(Dataset excerpts)
"""
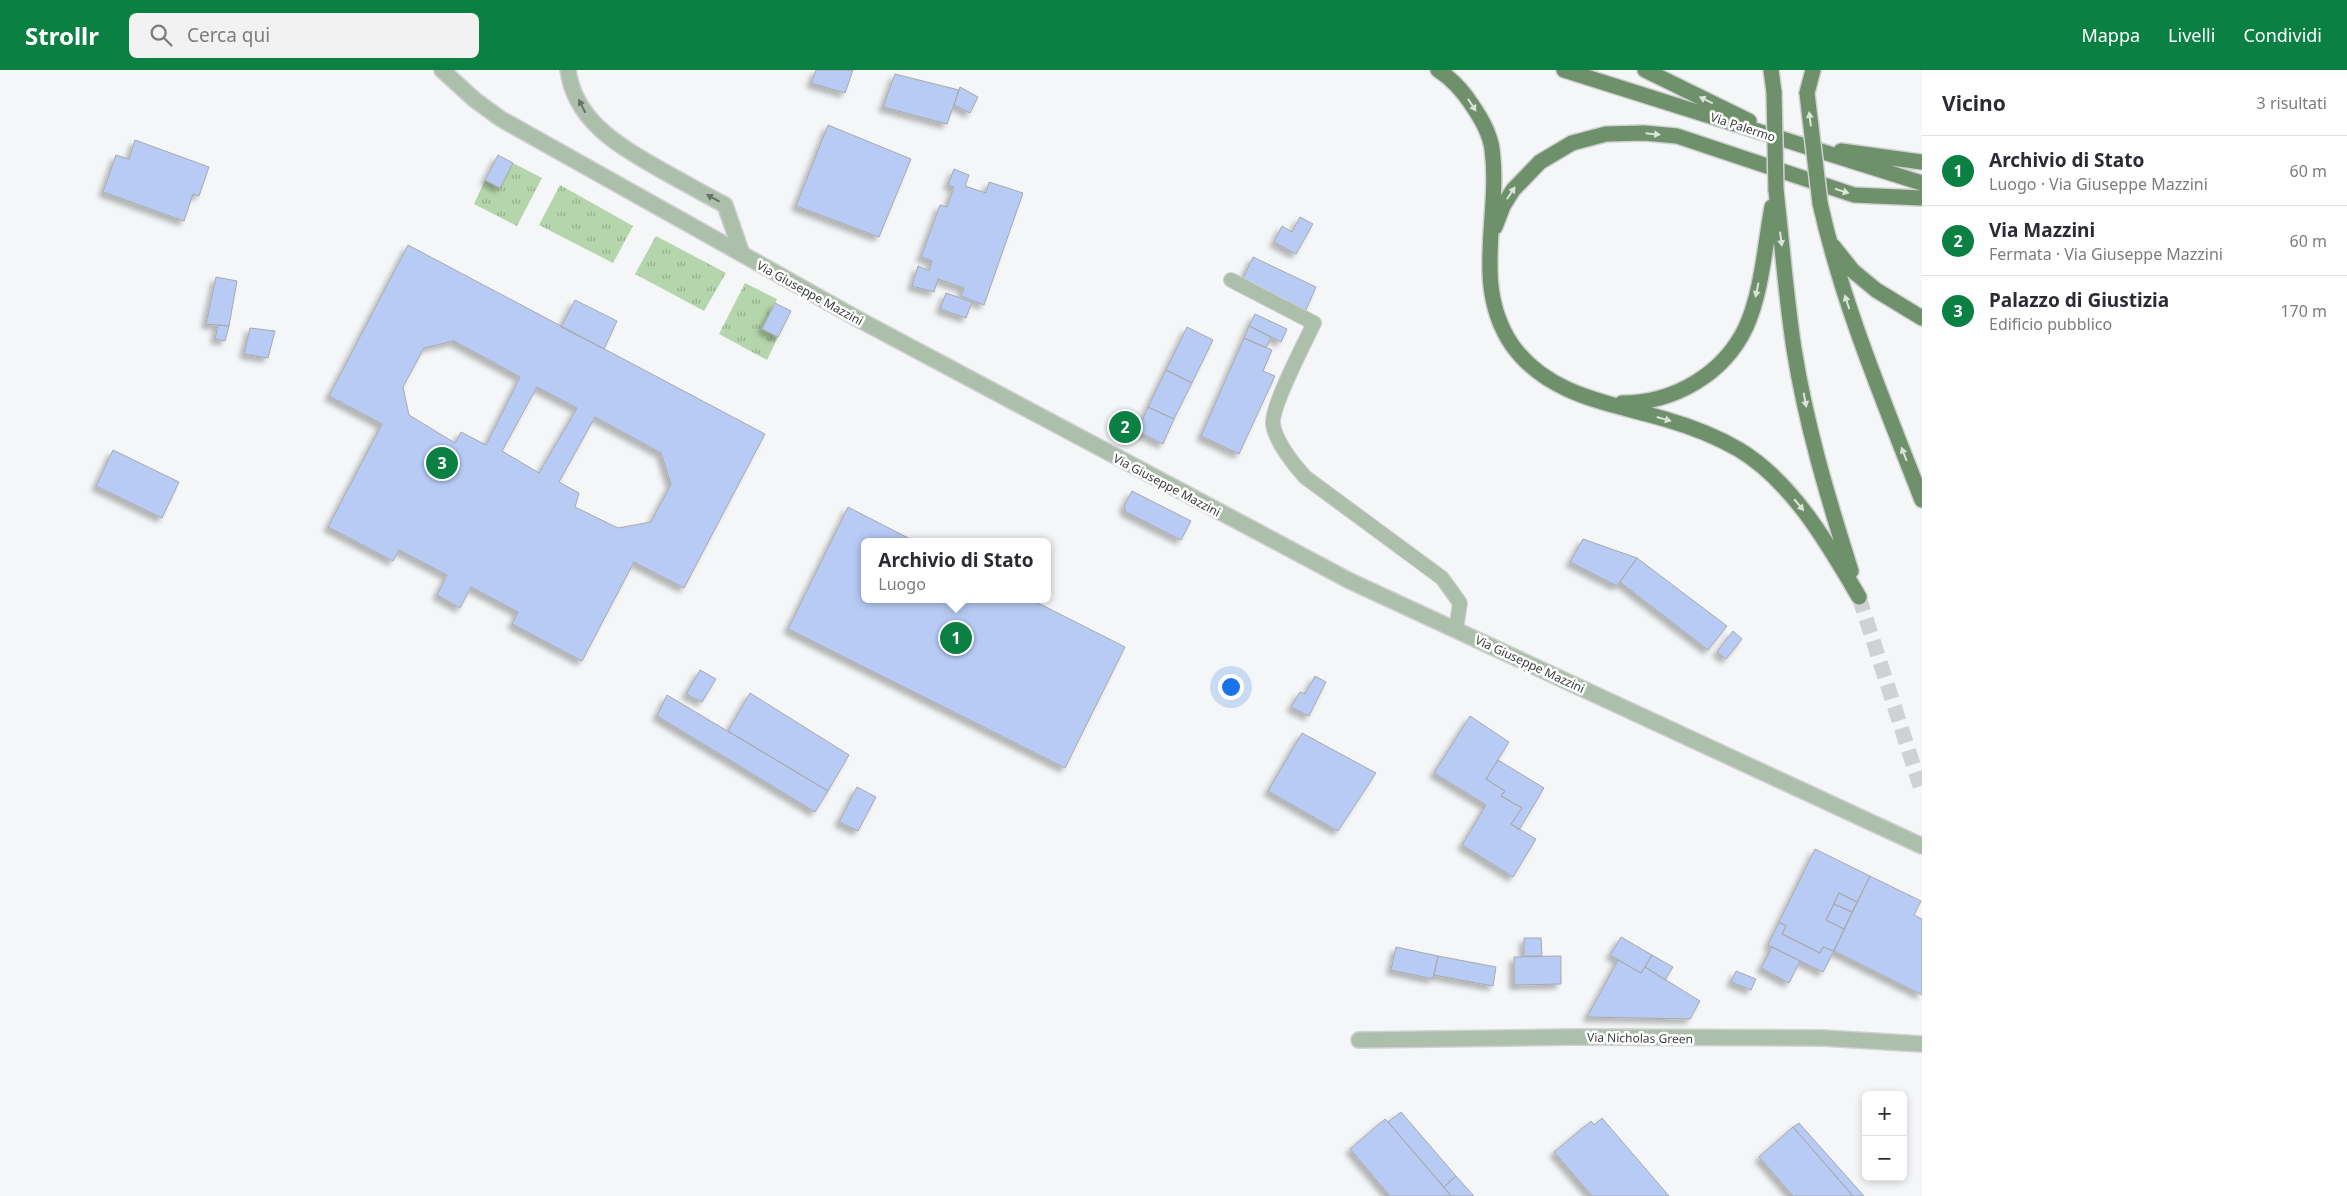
<!DOCTYPE html>
<html lang="it">
<meta charset="utf-8">
<style>
:root{--surface:#fff;--page:#f2f2f3;--text:#2b2b33;--muted:#7c7c81;--line:#e1e1e2;--accent:#0b8043}
body{margin:0;font-family:"Noto Sans",sans-serif;background:var(--page);color:var(--text)}
.controls{position:absolute;right:15px;bottom:15px;display:grid;overflow:hidden;border-radius:8px;box-shadow:0 2px 8px #0003}
.controls button{width:45px;height:45px;display:grid;place-items:center;padding:0;border:0;border-bottom:1px solid var(--line);background:var(--surface);color:var(--text);font:25px sans-serif}
.you{position:absolute;left:1230px;top:616px;width:18px;height:18px;margin:-12px;border:4px solid #fff;border-radius:50%;background:#1a73e8;box-shadow:0 0 0 8px #1a73e833}
.badge{display:grid;place-items:center;width:32px;height:32px;border-radius:50%;background:var(--accent);color:#fff;font-size:16px;font-weight:700}
.pin{position:absolute;translate:-50% -50%;border:2px solid #fff;box-shadow:0 1px 5px #0006}
.popup{position:absolute;left:861px;top:468px;width:190px;height:65px;box-sizing:border-box;display:grid;place-content:center;border-radius:8px;background:var(--surface);filter:drop-shadow(0 1px 4px #0005);font-size:16px;white-space:nowrap;color:var(--muted)}
.popup b{font-size:19px;color:var(--text)}
.popup::after{content:'';position:absolute;left:50%;top:100%;margin-left:-10px;border:10px solid transparent;border-top-color:var(--surface)}
.list{margin:0;padding:0;list-style:none}
h2{display:flex;justify-content:space-between;align-items:center;height:65px;margin:0;padding:0 20px;font-size:21px}
h2 small{font-size:16px;font-weight:400;color:var(--muted)}
.list li{display:grid;grid-template-columns:32px 1fr auto;gap:15px;align-items:center;box-sizing:border-box;height:70px;padding:0 20px;border-top:1px solid var(--line)}
.list b{display:block;font-size:19px;white-space:nowrap}
.list p{margin:0;font-size:16px;white-space:nowrap;color:var(--muted)}
.list em{font-size:16px;font-style:normal;color:var(--muted)}
.icon{flex:none;width:28px;height:28px;fill:none;stroke:currentColor;stroke-width:2;stroke-linecap:round;stroke-linejoin:round}
.map{position:relative;flex:none;width:1922px;height:1126px;overflow:hidden}
header{display:flex;align-items:center;gap:30px;box-sizing:border-box;height:70px;padding:0 25px;background:var(--accent);color:#fff}
header strong{font-size:24px}
nav{display:flex;gap:28px;margin-inline-start:auto;font-size:18px}
.search{width:350px;height:45px;background:var(--page);display:flex;align-items:center;gap:12px;box-sizing:border-box;padding:0 18px;border-radius:8px;color:var(--muted);font-size:19px}
main{display:flex}
aside{flex:1;background:var(--surface)}
.map>svg:first-child{display:block}
.grass{fill:url(#grass-tufts)}
.building{fill:#b8cbf5;stroke:#a8a9aa;fill-rule:evenodd;filter:url(#shadow)}
.lines{fill:none;stroke-linecap:round;stroke-linejoin:round}
.primary-tunnel{stroke:#d0d1d2;stroke-width:15;stroke-dasharray:15 8;stroke-linecap:butt}
.service-casing{stroke:#d0d1d2;stroke-width:16}
.minor-casing{stroke:#d0d1d2;stroke-width:18}
.tertiary-casing{stroke:#d0d1d2;stroke-width:18}
.primary-casing{stroke:#d0d1d2;stroke-width:18}
.service{stroke:#acbfaa;stroke-width:14}
.minor{stroke:#acbfaa;stroke-width:15}
.tertiary{stroke:#acbfaa;stroke-width:15}
.primary{stroke:#6e906a;stroke-width:15}
.primary-bridge-casing{stroke:#d0d1d2;stroke-width:18;stroke-linecap:butt}
.primary-bridge{stroke:#6e906a;stroke-width:15}
.oneway{fill:#dbe3da}
.oneway2{fill:#687068}
.labels{text-anchor:middle;dominant-baseline:central;stroke-width:5;stroke-linejoin:round;paint-order:stroke}
.street-label{font-size:12px;fill:#3b3c3c;stroke:#fff}
</style>
<header>
<strong>Strollr</strong>
<div class="search"><svg class="icon" aria-label="search" viewBox="0 0 24 24"><circle cx="10" cy="10" r="6"/><path d="M15 15l6 6"/></svg>Cerca qui</div>
<nav><a>Mappa</a><a>Livelli</a><a>Condividi</a></nav>
</header>
<main>
<div class="map">
<svg width="1922" height="1126" viewBox="0 0 1922 1126">
<defs>
<pattern id="grass-tufts" width="24" height="20" patternUnits="userSpaceOnUse" patternTransform="scale(1.25)"><rect width="24" height="20" fill="#b5d6ac"/><path d="M3 7l-1-3M5 7V3M7 7l1-3M15 17l-1-3M17 17v-4M19 17l1-3" fill="none" stroke="#94af8d"/></pattern>
<filter id="shadow"><feDropShadow dx="-4.5" dy="4.5" stdDeviation="2.5" flood-color="#0004"/></filter>
</defs>
<rect width="100%" height="100%" fill="#f5f6f7"/>
<path class="grass" d="M513 93 542 108 517 156 474 134 485 110 500 118Z
M560 115 633 156 613 193 539 155Z
M656 166 726 203 704 241 635 204Z
M745 213 777 229 762 259 778 267 767 290 719 264Z"/>
<path class="building" d="M816 0H853L845 23 811 13Z
M895 4 959 20 947 54 883 37Z
M960 17 978 27 970 43 954 35Z
M828 55 911 89 879 167 796 136Z
M135 70 209 97 199 126 193 124 184 151 103 122 116 85 129 89Z
M498 85 513 93 500 118 485 110Z
M954 99 969 105 965 116 986 123 989 112 1023 123 984 235 961 226 964 218 938 209 934 222 912 216 918 196 929 201 932 191 921 187 940 135 947 137 954 117 948 115Z
M1300 147 1313 154 1296 184 1274 172 1282 156 1292 162Z
M408 175 765 364 684 518 634 492 582 591 512 554 518 542 471 517 460 538 437 525 447 505 399 480 393 491 328 457 382 354 329 326ZM454 271 520 307 486 375 461 362 455 373 409 345 403 317 424 278ZM537 317 577 338 539 403 502 381ZM595 347 661 383 671 414 651 452 618 458 575 437 579 423 559 412Z
M1253 187 1316 217 1306 240 1242 210Z
M216 207 237 211 229 256 206 254Z
M946 223 972 232 966 248 940 239Z
M575 230 617 251 604 279 561 257Z
M775 233 791 241 778 267 762 259Z
M1255 244 1287 259 1281 272 1249 256Z
M218 255 229 256 225 271 215 269Z
M1249 256 1271 267 1266 278 1244 268Z
M1187 257 1213 270 1192 313 1166 300Z
M250 258 275 261 268 288 244 284Z
M1244 268 1272 280 1263 301 1275 306 1239 384 1201 366Z
M1166 300 1192 313 1174 349 1148 337Z
M1148 337 1174 349 1163 374 1137 361Z
M113 380 179 412 162 448 96 416Z
M1132 421 1191 451 1181 470 1126 442 1124 436Z
M848 437 916 472H865V529H1030L1125 577 1065 698 788 559Z
M1583 469 1637 488 1617 516 1570 492Z
M1637 488 1727 556 1708 580 1620 512Z
M1733 561 1742 569 1726 589 1717 582Z
M700 600 716 609 702 632 686 624Z
M1315 606 1326 612 1309 646 1291 637 1300 622 1305 624Z
M750 623 849 685 828 721 728 661Z
M667 625 828 721 815 742 657 646Z
M1470 646 1509 672 1486 709 1505 721 1501 726 1522 738 1511 754 1536 769 1513 807 1462 775 1486 735 1434 703Z
M1302 663 1376 703 1338 761 1268 721Z
M1498 690 1544 718 1519 760 1511 754 1522 738 1501 726 1505 721 1486 709Z
M857 717 876 727 858 761 839 752Z
M1815 779 1870 806 1857 832 1839 823 1826 850 1844 859 1834 881 1823 877 1820 883 1782 864 1786 856 1779 852Z
M1870 806 1921 831 1914 845 1922 849V925L1834 881Z
M1839 823 1857 832 1852 842 1834 834Z
M1834 834 1852 842 1844 859 1826 850Z
M1779 852 1786 856 1782 864 1820 883 1823 877 1834 881 1823 902 1768 875Z
M1621 867 1652 885 1641 903 1610 885Z
M1524 868H1541L1542 886H1524Z
M1396 877 1438 886 1433 909 1391 900Z
M1772 877 1800 891 1789 913 1761 898Z
M1652 885 1673 897 1665 910 1645 897Z
M1438 886 1496 897 1493 916 1434 905Z
M1561 886V914L1514 915V887Z
M1618 890 1641 903 1645 897 1700 931 1690 949 1587 947Z
M1736 901 1756 909 1751 920 1731 912Z
M1401 1042 1456 1106 1444 1117 1388 1052Z
M1602 1048 1669 1126H1592L1554 1082 1591 1051 1594 1055Z
M1385 1049 1388 1052 1451 1126H1390L1350 1079Z
M1799 1053 1864 1126H1853L1793 1057Z
M1793 1057 1853 1126H1793L1759 1087Z
M1456 1106 1474 1126H1451L1444 1117Z"/>
<g class="lines">
<path class="primary-tunnel" d="M1859 527 1922 722"/>
<g class="service-casing">
<path id="service" d="M1231 210 1314 253C1305 273 1271 336 1273 354 1275 371 1294 395 1305 407L1442 508 1460 533 1456 559"/>
</g>
<g class="minor-casing">
<path id="minor" d="M568 0C575 52 620 76 661 100 683 112 704 124 725 135L742 184
M1359 970 1572 967 1823 968 1922 974"/>
</g>
<g class="tertiary-casing">
<path id="tertiary" d="M442 0 475 30 501 49 858 249 1350 511 1922 776"/>
</g>
<g class="primary-casing">
<path id="primary" d="M1438 0C1452 9 1463 21 1472 35 1481 48 1490 64 1492 79 1501 146 1471 215 1512 275 1549 327 1612 333 1668 350 1692 357 1717 367 1738 379 1792 411 1828 474 1859 527
M1564 0 1922 113
M1645 0 1749 51
M1771 0 1774 22
M1807 23 1813 0
M1841 81 1922 92
M1776 120C1782 173 1786 227 1794 279 1806 355 1828 428 1851 501
M1820 133C1843 236 1884 332 1922 430
M1495 157 1503 136 1513 120 1540 92 1572 73 1606 64 1644 63 1677 66 1854 125 1922 128
M1833 176 1853 201 1876 220 1922 248
M1622 333C1674 333 1724 304 1746 257 1762 222 1765 174 1772 137"/>
</g>
<use href="#service" class="service"/>
<use href="#minor" class="minor"/>
<use href="#tertiary" class="tertiary"/>
<use href="#primary" class="primary"/>
<g class="primary-bridge-casing">
<path id="primary-bridge" d="M1774 22 1776 120
M1807 23 1820 133"/>
</g>
<use href="#primary-bridge" class="primary-bridge"/>
</g>
<defs><path id="oneway-solid" d="M-6-.8H1V-3.2L6.5 0L1 3.2V.8H-6Z" transform="scale(1.25)"/></defs>
<g class="oneway">
<use href="#oneway-solid" transform="translate(1706 30) rotate(-154)"/>
<use href="#oneway-solid" transform="translate(1472 35) rotate(57)"/>
<use href="#oneway-solid" transform="translate(1810 49) rotate(-97)"/>
<use href="#oneway-solid" transform="translate(1653 64) rotate(6)"/>
<use href="#oneway-solid" transform="translate(1842 121) rotate(18)"/>
<use href="#oneway-solid" transform="translate(1511 123) rotate(-57)"/>
<use href="#oneway-solid" transform="translate(1781 169) rotate(83)"/>
<use href="#oneway-solid" transform="translate(1757 220) rotate(102)"/>
<use href="#oneway-solid" transform="translate(1847 232) rotate(-108)"/>
<use href="#oneway-solid" transform="translate(1805 330) rotate(79)"/>
<use href="#oneway-solid" transform="translate(1664 349) rotate(16)"/>
<use href="#oneway-solid" transform="translate(1904 384) rotate(-111)"/>
<use href="#oneway-solid" transform="translate(1799 435) rotate(50)"/>
</g>
<g class="oneway2">
<use href="#oneway-solid" transform="translate(582 36) rotate(-117)"/>
<use href="#oneway-solid" transform="translate(713 128) rotate(-151)"/>
</g>
<g class="labels">
<g class="street-label">
<text transform="translate(1743 57) rotate(18)">Via Palermo</text>
<text transform="translate(810 223) rotate(29)">Via Giuseppe Mazzini</text>
<text transform="translate(1167 415) rotate(28)">Via Giuseppe Mazzini</text>
<text transform="translate(1530 594) rotate(25)">Via Giuseppe Mazzini</text>
<text transform="translate(1640 968) rotate(1)">Via Nicholas Green</text>
</g>
</g>
</svg>
<div class="controls">
<button>+</button>
<button>−</button>
</div>
<div class="you"></div>
<div class="pin badge" style="left:956px;top:568px">1</div>
<div class="popup"><b>Archivio di Stato</b>Luogo</div>
<div class="pin badge" style="left:1125px;top:357px">2</div>
<div class="pin badge" style="left:442px;top:393px">3</div>
</div>
<aside>
<h2>Vicino<small>3 risultati</small></h2>
<ul class="list">
<li><span class="badge">1</span><div><b>Archivio di Stato</b><p>Luogo · Via Giuseppe Mazzini</p></div><em>60 m</em></li>
<li><span class="badge">2</span><div><b>Via Mazzini</b><p>Fermata · Via Giuseppe Mazzini</p></div><em>60 m</em></li>
<li><span class="badge">3</span><div><b>Palazzo di Giustizia</b><p>Edificio pubblico</p></div><em>170 m</em></li>
</ul>
</aside>
</main>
"""
Write out exactly the lines that fall from the line with "0H853L845 23 811 13Z" to the line with "M1637 488 1727 556 1708 580 1620 512Z" in the records above, keeping both ends.

Output of the exercise:
<path class="building" d="M816 0H853L845 23 811 13Z
M895 4 959 20 947 54 883 37Z
M960 17 978 27 970 43 954 35Z
M828 55 911 89 879 167 796 136Z
M135 70 209 97 199 126 193 124 184 151 103 122 116 85 129 89Z
M498 85 513 93 500 118 485 110Z
M954 99 969 105 965 116 986 123 989 112 1023 123 984 235 961 226 964 218 938 209 934 222 912 216 918 196 929 201 932 191 921 187 940 135 947 137 954 117 948 115Z
M1300 147 1313 154 1296 184 1274 172 1282 156 1292 162Z
M408 175 765 364 684 518 634 492 582 591 512 554 518 542 471 517 460 538 437 525 447 505 399 480 393 491 328 457 382 354 329 326ZM454 271 520 307 486 375 461 362 455 373 409 345 403 317 424 278ZM537 317 577 338 539 403 502 381ZM595 347 661 383 671 414 651 452 618 458 575 437 579 423 559 412Z
M1253 187 1316 217 1306 240 1242 210Z
M216 207 237 211 229 256 206 254Z
M946 223 972 232 966 248 940 239Z
M575 230 617 251 604 279 561 257Z
M775 233 791 241 778 267 762 259Z
M1255 244 1287 259 1281 272 1249 256Z
M218 255 229 256 225 271 215 269Z
M1249 256 1271 267 1266 278 1244 268Z
M1187 257 1213 270 1192 313 1166 300Z
M250 258 275 261 268 288 244 284Z
M1244 268 1272 280 1263 301 1275 306 1239 384 1201 366Z
M1166 300 1192 313 1174 349 1148 337Z
M1148 337 1174 349 1163 374 1137 361Z
M113 380 179 412 162 448 96 416Z
M1132 421 1191 451 1181 470 1126 442 1124 436Z
M848 437 916 472H865V529H1030L1125 577 1065 698 788 559Z
M1583 469 1637 488 1617 516 1570 492Z
M1637 488 1727 556 1708 580 1620 512Z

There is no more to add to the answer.